A Micelle Fusion-Aggregation Assembly Approach to Mesoporous Carbon Materials with Rich Active Sites for Ultrasensitive Ammonia Sensing

Abstract

Nanostructured carbon materials have received considerable attention due to their special physicochemical properties. Herein, ordered mesoporous carbons (OMCs) with two-dimension (2D) hexagonal mesostructure and unique buckled large mesopores have successfully been synthesized via a micelle fusion-aggregation assembly method by using poly(ethylene oxide)-block-polystyrene (PEO-b-PS) diblock copolymers as a template and resorcinol-based phenolic resin as a carbon precursor.

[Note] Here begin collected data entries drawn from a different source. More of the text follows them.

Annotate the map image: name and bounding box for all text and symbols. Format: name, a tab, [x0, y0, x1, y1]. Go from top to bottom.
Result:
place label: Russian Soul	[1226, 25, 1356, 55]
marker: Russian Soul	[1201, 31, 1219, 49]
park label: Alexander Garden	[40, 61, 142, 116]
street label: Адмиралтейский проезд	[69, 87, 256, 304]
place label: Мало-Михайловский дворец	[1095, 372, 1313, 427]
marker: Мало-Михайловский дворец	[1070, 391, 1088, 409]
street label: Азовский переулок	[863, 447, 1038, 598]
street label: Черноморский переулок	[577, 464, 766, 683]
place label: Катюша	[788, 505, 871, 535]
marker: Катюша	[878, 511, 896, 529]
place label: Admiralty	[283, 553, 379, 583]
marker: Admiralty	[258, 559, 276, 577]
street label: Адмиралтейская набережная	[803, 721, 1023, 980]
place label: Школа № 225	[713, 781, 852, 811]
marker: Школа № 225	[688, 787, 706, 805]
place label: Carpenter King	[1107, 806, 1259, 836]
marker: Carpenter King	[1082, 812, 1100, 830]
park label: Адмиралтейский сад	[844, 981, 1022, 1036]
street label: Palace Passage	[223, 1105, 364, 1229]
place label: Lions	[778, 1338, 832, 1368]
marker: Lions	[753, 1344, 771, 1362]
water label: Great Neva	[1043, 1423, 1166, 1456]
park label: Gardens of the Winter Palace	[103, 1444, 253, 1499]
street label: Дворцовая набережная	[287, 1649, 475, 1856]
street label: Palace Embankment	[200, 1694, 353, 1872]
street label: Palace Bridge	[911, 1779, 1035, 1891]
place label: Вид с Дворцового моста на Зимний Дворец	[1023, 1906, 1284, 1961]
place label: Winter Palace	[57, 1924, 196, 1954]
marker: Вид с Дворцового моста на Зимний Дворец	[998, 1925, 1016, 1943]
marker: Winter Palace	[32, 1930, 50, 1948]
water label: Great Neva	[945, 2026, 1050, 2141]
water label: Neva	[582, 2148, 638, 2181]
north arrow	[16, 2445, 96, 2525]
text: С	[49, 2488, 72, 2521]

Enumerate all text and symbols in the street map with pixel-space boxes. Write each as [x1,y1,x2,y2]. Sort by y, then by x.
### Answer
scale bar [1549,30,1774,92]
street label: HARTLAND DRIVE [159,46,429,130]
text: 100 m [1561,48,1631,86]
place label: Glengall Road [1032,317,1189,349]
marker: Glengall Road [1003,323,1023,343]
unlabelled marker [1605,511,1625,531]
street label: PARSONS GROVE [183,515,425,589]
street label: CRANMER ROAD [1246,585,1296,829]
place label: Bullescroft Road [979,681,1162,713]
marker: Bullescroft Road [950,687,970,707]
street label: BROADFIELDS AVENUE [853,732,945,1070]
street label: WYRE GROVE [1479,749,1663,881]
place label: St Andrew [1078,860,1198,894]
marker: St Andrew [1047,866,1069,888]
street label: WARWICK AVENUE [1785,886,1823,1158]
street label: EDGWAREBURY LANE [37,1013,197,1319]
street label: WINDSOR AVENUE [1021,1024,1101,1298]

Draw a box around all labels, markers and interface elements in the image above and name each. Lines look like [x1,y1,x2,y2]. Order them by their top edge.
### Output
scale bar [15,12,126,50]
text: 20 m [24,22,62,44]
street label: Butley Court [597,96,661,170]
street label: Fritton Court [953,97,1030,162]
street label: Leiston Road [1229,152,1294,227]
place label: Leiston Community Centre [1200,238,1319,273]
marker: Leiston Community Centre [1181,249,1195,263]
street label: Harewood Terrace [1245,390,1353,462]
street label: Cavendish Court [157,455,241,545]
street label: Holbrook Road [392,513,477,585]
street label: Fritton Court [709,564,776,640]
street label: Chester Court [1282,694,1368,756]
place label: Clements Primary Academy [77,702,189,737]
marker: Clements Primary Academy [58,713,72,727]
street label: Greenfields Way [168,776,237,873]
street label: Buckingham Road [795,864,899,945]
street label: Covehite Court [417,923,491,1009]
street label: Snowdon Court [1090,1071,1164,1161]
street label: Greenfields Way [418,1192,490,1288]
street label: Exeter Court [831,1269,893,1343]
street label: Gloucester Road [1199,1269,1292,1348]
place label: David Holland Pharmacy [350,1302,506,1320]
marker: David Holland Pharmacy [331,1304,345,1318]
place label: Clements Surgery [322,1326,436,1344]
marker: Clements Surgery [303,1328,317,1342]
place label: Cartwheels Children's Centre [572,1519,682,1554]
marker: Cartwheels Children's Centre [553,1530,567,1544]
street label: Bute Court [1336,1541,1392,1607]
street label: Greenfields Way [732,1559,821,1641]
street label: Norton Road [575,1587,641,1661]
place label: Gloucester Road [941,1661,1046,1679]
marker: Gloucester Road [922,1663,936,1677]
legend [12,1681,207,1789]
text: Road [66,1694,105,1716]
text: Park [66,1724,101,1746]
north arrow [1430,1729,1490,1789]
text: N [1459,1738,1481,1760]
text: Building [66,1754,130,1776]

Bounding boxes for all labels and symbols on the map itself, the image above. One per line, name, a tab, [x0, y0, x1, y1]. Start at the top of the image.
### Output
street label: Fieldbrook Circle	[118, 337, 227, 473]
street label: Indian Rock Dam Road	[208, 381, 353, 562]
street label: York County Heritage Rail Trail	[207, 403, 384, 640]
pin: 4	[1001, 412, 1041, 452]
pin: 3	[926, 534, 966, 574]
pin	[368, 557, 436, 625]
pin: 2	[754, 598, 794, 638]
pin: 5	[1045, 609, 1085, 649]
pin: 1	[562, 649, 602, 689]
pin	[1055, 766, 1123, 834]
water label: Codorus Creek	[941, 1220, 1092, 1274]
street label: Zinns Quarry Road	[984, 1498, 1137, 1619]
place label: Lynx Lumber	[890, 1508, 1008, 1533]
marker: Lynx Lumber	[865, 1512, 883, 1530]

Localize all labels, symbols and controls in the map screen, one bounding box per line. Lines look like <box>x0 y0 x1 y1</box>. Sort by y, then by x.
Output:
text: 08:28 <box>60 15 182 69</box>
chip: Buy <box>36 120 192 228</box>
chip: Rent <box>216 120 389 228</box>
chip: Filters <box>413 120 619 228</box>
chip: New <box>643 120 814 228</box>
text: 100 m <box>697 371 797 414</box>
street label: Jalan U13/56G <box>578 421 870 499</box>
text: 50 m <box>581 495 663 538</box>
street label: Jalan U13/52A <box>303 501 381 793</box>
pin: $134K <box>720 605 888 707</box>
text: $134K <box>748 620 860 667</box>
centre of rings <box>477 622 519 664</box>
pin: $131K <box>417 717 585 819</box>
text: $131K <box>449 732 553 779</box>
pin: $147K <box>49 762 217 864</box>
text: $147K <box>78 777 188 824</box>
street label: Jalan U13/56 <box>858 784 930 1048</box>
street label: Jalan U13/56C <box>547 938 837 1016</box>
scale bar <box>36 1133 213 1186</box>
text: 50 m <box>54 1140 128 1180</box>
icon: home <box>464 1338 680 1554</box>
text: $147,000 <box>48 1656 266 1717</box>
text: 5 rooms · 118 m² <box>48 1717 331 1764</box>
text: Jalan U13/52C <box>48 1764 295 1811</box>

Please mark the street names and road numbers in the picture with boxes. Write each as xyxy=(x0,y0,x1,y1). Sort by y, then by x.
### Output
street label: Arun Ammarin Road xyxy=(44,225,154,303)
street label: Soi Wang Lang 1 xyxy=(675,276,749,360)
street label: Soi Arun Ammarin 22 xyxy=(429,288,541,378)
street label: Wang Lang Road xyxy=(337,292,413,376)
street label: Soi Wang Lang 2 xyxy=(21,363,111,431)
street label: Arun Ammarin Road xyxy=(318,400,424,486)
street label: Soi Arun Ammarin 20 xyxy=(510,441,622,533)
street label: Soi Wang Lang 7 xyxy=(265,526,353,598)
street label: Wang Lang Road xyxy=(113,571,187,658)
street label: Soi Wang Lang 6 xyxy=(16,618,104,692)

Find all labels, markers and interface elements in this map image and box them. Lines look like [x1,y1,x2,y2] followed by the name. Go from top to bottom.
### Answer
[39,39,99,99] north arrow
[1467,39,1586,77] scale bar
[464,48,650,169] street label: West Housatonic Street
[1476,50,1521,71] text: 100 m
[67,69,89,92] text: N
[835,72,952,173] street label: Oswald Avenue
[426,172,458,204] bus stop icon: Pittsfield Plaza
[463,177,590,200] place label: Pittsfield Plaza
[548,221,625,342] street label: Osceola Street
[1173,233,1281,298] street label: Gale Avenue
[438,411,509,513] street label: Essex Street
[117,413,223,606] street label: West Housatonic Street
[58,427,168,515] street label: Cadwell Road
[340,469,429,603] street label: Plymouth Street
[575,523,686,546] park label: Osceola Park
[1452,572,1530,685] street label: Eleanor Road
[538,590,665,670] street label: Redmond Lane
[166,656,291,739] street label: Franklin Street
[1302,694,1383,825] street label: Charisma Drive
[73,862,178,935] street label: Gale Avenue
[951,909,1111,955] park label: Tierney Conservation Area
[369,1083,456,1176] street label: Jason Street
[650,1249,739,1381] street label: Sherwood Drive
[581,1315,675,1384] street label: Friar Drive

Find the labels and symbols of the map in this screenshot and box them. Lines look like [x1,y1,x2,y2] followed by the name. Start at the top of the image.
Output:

The obtained ordered mesoporous carbons possess unique fiber-like morphology, specific surface area of 571-880 m2/g, pore volume of 0.54 cm3/g and large mesopores (up to 36.3 nm) and high density of active sites (i.e., carboxylic groups) of 0.188/nm2. Gas sensor based on the ordered mesoporous carbons exhibits an excellent performance in sensing NH3 at a low temperature with fast response (<2 min), ultralow limit of detection (<1 ppm), and good selectivity, due to the large pore sizes, high surface area and rich active sites in the carbon pore walls.